2015 Grade 9 MTAP Solution(1-5)

In order to help students preparing for 2016 MMC, we will be providing the solutions to the 2015 MMC for all year level in high school. In this post, solutions to problem 1 to 5 for grade 9 MMC will be illustrated.

Disclaimer: MTAP and Metrobank is not affiliated in this website. This is a standalone site aiming to help self-motivated students to review for the upcoming math challenge.
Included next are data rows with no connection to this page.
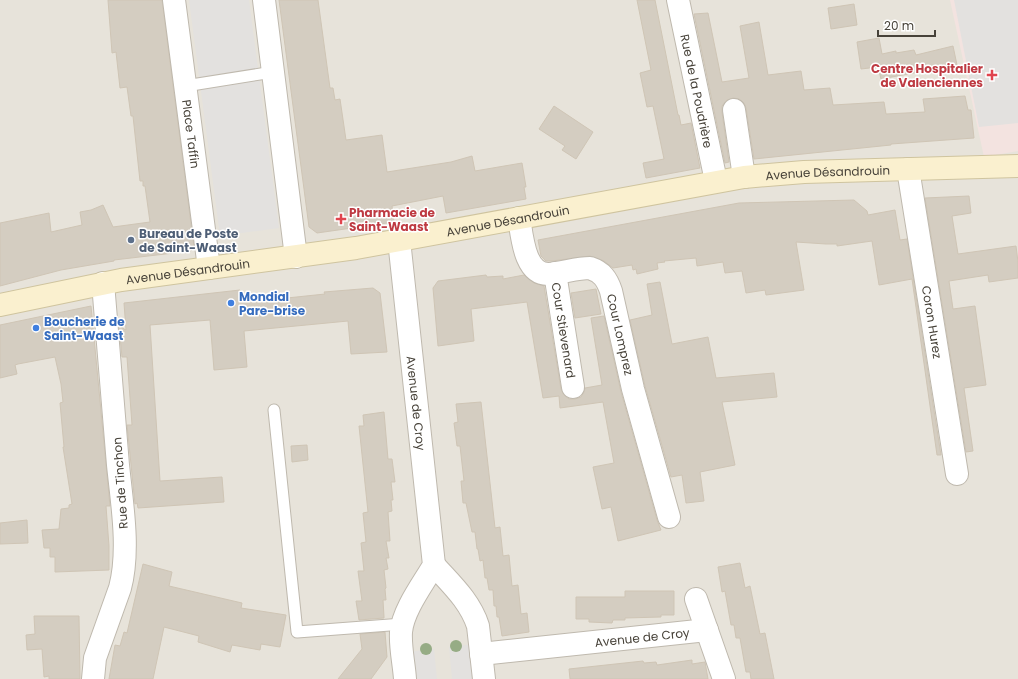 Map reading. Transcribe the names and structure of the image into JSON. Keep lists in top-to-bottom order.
{
  "streets": {
    "main road": ["Avenue Désandrouin"],
    "street": [
      "Rue de la Poudrière",
      "Place Taffin",
      "Coron Hurez",
      "Cour Stievenard",
      "Cour Lomprez",
      "Avenue de Croy",
      "Rue de Tinchon"
    ]
  },
  "crossings": [
    ["Rue de la Poudrière", "Avenue Désandrouin"],
    ["Place Taffin", "Avenue Désandrouin"],
    ["Avenue Désandrouin", "Coron Hurez"],
    ["Avenue Désandrouin", "Cour Lomprez"],
    ["Avenue Désandrouin", "Avenue de Croy"],
    ["Avenue Désandrouin", "Rue de Tinchon"],
    ["Cour Stievenard", "Cour Lomprez"]
  ],
  "places": {
    "health": ["Centre Hospitalier de Valenciennes", "Pharmacie de Saint-Waast"],
    "other": ["Bureau de Poste de Saint-Waast", "Mondial Pare-brise", "Boucherie de Saint-Waast"]
  },
  "scale_bar": "20 m"
}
Solutions presented here are solely from the author of this post.

Problem 1:

Simplify:       \sqrt{\displaystyle\frac{3}{2}}-\sqrt{\displaystyle\frac{2}{3}}

Solution:

We can rewrite the expression as follows,

=\displaystyle\frac{\sqrt{3}}{\sqrt{2}}-\displaystyle\frac{\sqrt{2}}{\sqrt{3}}

By cross multiplication,

=\displaystyle\frac{\sqrt{3\cdot 3}-\sqrt{2\cdot 2}}{\sqrt{3\cdot 2}}

=\displaystyle\frac{\sqrt{9}-\sqrt{4}}{\sqrt{6}}

=\displaystyle\frac{3-2}{\sqrt{6}}

=\displaystyle\frac{1}{\sqrt{6}}

Since the denominator is an irrational number, we rationalize it by multiplying the expression by 1 to preserve its identity.

=\displaystyle\frac{1}{\sqrt{6}}\cdot \displaystyle\frac{\sqrt{6}}{\sqrt{6}}

=\displaystyle\frac{\sqrt{6}}{\sqrt{36}}

=\boxed{\displaystyle\frac{\sqrt{6}}{6}}

Problem 2:

Evaluate:    \displaystyle\frac{2^0+2^{-1}}{2^{-2}+2^{-3}}

Solution:

By long method, we can convert negative exponents to fractions and simplify it using fractions.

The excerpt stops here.